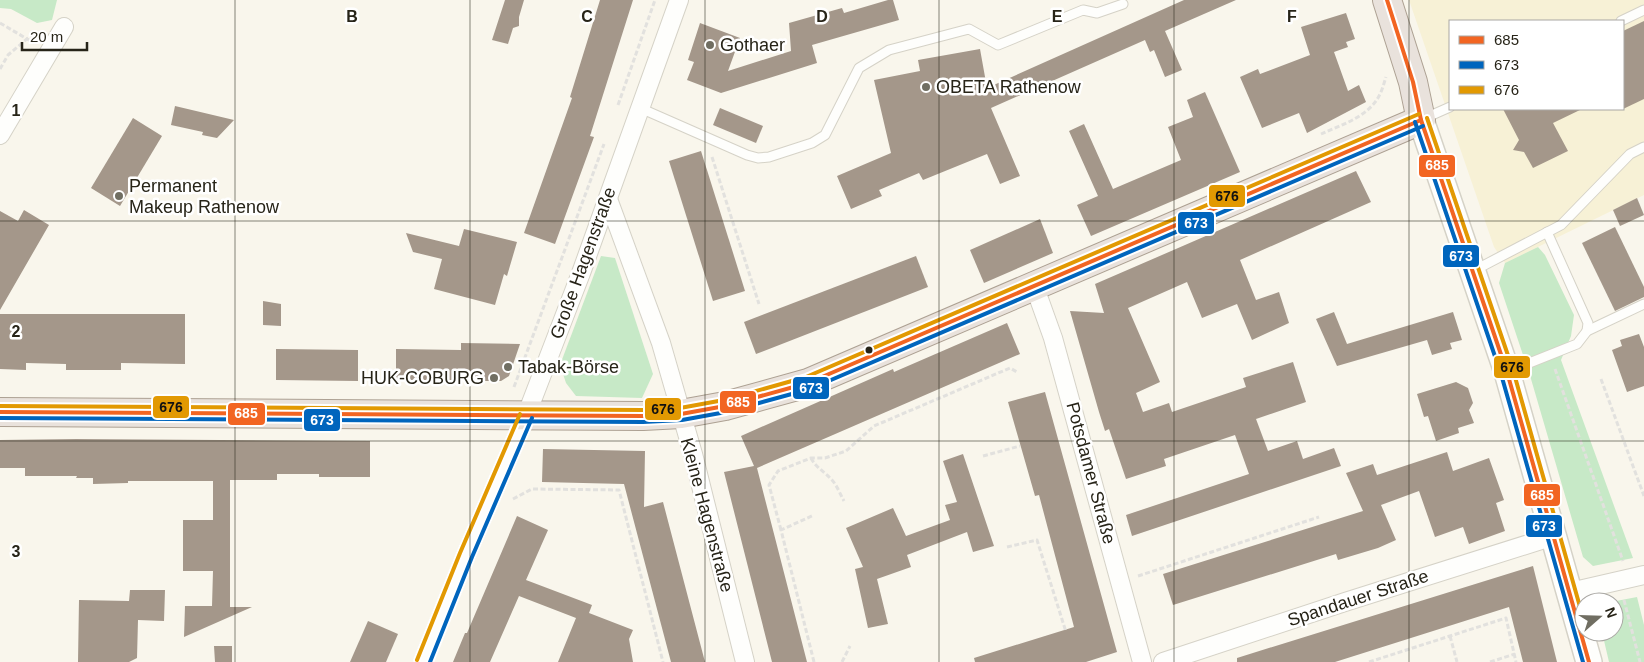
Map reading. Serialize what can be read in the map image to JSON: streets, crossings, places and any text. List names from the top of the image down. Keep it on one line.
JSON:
{"streets":{"street":["Große Hagenstraße","Potsdamer Straße","Kleine Hagenstraße","Spandauer Straße"]},"crossings":[["Große Hagenstraße","Kleine Hagenstraße"]],"places":["Gothaer","OBETA Rathenow","Permanent Makeup Rathenow","Tabak-Börse","HUK-COBURG"],"lines":["transit line 685","transit line 676","transit line 673"],"legend":["685","673","676"],"scale_bar":"20 m","north":"right","grid":{"columns":["B","C","D","E","F"],"rows":["1","2","3"]}}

-----

### [TASK REQUIREMENTS]
The response is the full listing, copied exactly, with the pictures omitted.

### [SOLUTION BELOW]
Map reading. Serialize what can be read in the map image to JSON: streets, crossings, places and any text. List names from the top of the image down. Keep it on one line.
JSON:
{"streets":{"street":["Große Hagenstraße","Potsdamer Straße","Kleine Hagenstraße","Spandauer Straße"]},"crossings":[["Große Hagenstraße","Kleine Hagenstraße"]],"places":["Gothaer","OBETA Rathenow","Permanent Makeup Rathenow","Tabak-Börse","HUK-COBURG"],"lines":["transit line 685","transit line 676","transit line 673"],"legend":["685","673","676"],"scale_bar":"20 m","north":"right","grid":{"columns":["B","C","D","E","F"],"rows":["1","2","3"]}}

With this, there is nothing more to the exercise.